Valentine’s Day is a hard day for anyone not in a relationship, and it causes more stress, anxiety and depression than almost any other ‘holiday’ for everyone, in or out of relationships. It is a day that begs for acknowledgment of love, passion, connectedness and for validation of whatever your hopes, dreams fantasies are about love. TV, radio and even the Internet are now full of ads telling you that you “must” get your valentine the “correct” gift (and they recommend everything from diamonds to mops?!) or somehow you aren’t up to snuff. Does this sound and feel like a pressure cooker? I think it does! I believe a better choice is to make Valentine’s Day about acknowledging the relationship you have with yourself, your friends, and your life. It’s important to realize that it’s easy to celebrate any holiday when relationships are easy, times are easy, and moods and life are upbeat and positive. What do we do when life is challenging, our romantic relationships are challenging or nonexistent, and no one ever taught us that paying attention to oneself was something to acknowledge and celebrate? Your journey to self-esteem is about loving, respecting and accepting who you are because who you are is enough!

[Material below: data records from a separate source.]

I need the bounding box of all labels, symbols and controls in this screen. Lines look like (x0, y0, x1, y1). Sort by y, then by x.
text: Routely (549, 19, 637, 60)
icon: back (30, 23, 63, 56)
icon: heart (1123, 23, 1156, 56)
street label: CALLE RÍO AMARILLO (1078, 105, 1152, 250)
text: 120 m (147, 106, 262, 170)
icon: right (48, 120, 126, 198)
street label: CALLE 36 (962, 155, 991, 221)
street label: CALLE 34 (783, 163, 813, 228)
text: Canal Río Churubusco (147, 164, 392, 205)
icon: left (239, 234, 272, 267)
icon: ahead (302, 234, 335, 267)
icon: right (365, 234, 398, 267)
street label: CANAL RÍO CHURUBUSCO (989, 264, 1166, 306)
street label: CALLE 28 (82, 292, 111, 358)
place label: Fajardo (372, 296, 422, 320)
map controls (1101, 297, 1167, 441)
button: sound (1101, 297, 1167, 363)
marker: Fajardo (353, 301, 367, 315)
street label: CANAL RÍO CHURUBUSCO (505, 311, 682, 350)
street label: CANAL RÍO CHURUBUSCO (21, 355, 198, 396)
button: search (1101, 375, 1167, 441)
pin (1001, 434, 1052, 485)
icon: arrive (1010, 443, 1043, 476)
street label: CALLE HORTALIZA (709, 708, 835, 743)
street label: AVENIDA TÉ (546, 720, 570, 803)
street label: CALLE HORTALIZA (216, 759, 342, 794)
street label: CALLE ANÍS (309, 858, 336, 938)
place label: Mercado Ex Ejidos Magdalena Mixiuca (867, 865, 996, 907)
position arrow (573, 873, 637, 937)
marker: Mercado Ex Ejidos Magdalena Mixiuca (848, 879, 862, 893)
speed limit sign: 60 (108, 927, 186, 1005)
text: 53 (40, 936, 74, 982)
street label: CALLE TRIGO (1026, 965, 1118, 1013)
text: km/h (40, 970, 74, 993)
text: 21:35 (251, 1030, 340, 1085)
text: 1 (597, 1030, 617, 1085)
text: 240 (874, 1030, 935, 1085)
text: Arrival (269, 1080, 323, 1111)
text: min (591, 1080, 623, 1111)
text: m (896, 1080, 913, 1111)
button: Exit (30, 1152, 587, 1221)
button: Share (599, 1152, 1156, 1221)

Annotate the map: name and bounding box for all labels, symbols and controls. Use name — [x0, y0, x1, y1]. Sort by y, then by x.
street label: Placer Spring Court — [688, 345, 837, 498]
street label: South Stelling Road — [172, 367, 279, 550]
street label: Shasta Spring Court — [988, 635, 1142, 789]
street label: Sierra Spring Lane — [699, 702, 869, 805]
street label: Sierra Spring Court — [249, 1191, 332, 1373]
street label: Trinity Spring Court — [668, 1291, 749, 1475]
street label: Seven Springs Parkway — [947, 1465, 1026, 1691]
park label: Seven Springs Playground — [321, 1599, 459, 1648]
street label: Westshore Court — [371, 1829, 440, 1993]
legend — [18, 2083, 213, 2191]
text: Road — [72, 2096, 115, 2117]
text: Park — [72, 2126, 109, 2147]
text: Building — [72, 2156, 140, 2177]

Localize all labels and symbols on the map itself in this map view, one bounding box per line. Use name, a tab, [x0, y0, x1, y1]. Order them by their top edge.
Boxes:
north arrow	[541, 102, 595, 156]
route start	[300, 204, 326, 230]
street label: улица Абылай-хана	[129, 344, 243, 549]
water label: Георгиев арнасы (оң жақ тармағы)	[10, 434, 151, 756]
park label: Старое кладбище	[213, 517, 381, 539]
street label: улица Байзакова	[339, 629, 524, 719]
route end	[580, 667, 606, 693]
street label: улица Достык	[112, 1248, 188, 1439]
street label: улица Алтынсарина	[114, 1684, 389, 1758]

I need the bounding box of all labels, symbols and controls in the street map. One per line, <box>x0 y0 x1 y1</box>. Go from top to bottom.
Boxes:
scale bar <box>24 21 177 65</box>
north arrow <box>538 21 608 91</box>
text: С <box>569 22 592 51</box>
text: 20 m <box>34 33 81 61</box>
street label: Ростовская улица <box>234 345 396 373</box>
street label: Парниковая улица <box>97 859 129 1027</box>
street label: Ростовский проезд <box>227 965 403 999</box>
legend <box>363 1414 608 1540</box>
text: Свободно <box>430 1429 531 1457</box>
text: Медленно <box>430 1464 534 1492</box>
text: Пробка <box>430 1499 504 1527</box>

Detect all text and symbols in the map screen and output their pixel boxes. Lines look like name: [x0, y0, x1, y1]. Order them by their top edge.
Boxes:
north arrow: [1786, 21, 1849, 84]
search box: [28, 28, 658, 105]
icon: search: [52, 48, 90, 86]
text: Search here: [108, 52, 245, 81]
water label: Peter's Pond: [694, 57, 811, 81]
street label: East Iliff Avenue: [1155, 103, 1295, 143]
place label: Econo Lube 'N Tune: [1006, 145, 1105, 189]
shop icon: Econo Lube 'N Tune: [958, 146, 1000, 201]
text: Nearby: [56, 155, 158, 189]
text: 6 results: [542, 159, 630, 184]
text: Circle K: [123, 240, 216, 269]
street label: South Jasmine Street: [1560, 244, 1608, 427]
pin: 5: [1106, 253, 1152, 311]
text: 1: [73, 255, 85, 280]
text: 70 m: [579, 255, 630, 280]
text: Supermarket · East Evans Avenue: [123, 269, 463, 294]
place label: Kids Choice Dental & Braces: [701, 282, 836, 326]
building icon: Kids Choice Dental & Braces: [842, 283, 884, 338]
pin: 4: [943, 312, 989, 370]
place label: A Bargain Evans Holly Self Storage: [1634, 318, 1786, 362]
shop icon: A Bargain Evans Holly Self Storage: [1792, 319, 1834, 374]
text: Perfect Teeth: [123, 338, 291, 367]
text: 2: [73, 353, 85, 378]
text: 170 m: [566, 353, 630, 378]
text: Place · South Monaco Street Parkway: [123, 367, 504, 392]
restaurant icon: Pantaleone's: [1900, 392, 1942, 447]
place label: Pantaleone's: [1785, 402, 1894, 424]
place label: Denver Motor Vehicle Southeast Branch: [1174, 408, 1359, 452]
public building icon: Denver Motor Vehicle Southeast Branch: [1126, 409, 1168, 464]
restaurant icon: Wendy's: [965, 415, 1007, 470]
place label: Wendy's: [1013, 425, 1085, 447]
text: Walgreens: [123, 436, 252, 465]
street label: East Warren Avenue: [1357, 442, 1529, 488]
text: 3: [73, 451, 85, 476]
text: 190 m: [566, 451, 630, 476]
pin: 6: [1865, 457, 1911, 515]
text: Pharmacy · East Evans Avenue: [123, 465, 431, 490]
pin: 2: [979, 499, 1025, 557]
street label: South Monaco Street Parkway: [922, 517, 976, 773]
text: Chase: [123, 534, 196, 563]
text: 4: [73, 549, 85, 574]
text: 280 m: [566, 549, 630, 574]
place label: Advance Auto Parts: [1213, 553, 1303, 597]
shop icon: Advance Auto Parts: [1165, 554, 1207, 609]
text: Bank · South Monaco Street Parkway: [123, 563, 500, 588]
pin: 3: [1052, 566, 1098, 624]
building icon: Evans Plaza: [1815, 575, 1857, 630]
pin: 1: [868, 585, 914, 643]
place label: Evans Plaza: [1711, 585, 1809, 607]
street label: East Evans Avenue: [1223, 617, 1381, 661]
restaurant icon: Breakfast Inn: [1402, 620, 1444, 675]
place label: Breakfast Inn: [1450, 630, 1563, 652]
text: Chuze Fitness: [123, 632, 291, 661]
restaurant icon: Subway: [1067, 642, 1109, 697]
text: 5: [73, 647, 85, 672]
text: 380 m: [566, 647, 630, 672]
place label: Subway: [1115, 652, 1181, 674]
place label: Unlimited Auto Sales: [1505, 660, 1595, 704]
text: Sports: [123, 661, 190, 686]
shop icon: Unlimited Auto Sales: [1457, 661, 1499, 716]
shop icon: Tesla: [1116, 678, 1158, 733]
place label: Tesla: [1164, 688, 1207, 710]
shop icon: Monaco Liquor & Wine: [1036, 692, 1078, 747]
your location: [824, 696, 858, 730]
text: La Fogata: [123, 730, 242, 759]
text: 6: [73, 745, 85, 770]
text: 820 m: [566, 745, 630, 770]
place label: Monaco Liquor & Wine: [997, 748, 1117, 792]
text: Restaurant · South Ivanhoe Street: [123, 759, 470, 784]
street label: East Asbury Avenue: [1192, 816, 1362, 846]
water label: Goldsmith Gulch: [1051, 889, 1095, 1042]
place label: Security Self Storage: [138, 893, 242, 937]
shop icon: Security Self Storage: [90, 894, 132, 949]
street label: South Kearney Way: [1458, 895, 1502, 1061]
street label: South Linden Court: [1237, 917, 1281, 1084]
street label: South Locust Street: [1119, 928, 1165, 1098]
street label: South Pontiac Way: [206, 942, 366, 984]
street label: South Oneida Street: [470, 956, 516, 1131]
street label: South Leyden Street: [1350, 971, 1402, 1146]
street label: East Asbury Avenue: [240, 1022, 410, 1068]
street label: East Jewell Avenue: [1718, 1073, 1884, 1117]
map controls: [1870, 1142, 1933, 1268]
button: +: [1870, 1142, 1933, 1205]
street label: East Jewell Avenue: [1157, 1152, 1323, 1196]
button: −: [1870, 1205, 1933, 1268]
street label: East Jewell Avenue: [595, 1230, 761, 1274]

I suggest that you can make today about loving yourself, and giving yourself the love, respect and compassion you deserve. Then, whoever else is in your life will also benefit because your mood will be uplifted and that is the energy you will share with those around you.
Three suggestions for coping with Valentine’s Day:
1. Acknowledge your past relationships (platonic and intimate) and do something that honors what those relationships were. We have all had relationships, from family, friends, lovers, etc., that no longer exist, or that are no longer what we wish they were. However, you can see in looking back what was loving in those relationships and today is a good day to acknowledge that you have loved, were loved and know how to be loving. You can acknowledge these past relationships by writing a letter, calling a friend to talk about your relationship, lighting a candle, filling a memory box, etc. Set aside a specific amount of time to remember and honor what was, and then go to the next steps
2. Make plans with friends. Share an upbeat comedy movie night at home or out. Sharing a good time with friends reminds you that life is about our connections, both platonic and intimate, and Valentine’s Day can be about friendship and connectedness on other levels than just the commercial ones ‘advertised’ .
3. Do something that is loving for YOU! You might go for a massage, a manicure, a workout at the gym, or your favorite meal. Make the day about loving who you are, and honoring your being as a whole person, not just the part of you that is missing someone or something. Always remember that who you are is enough, and it is true whether or not you are in a relationship. Learning to love and enjoy the company you keep in those quiet moments is a gift you give yourself every day of the year.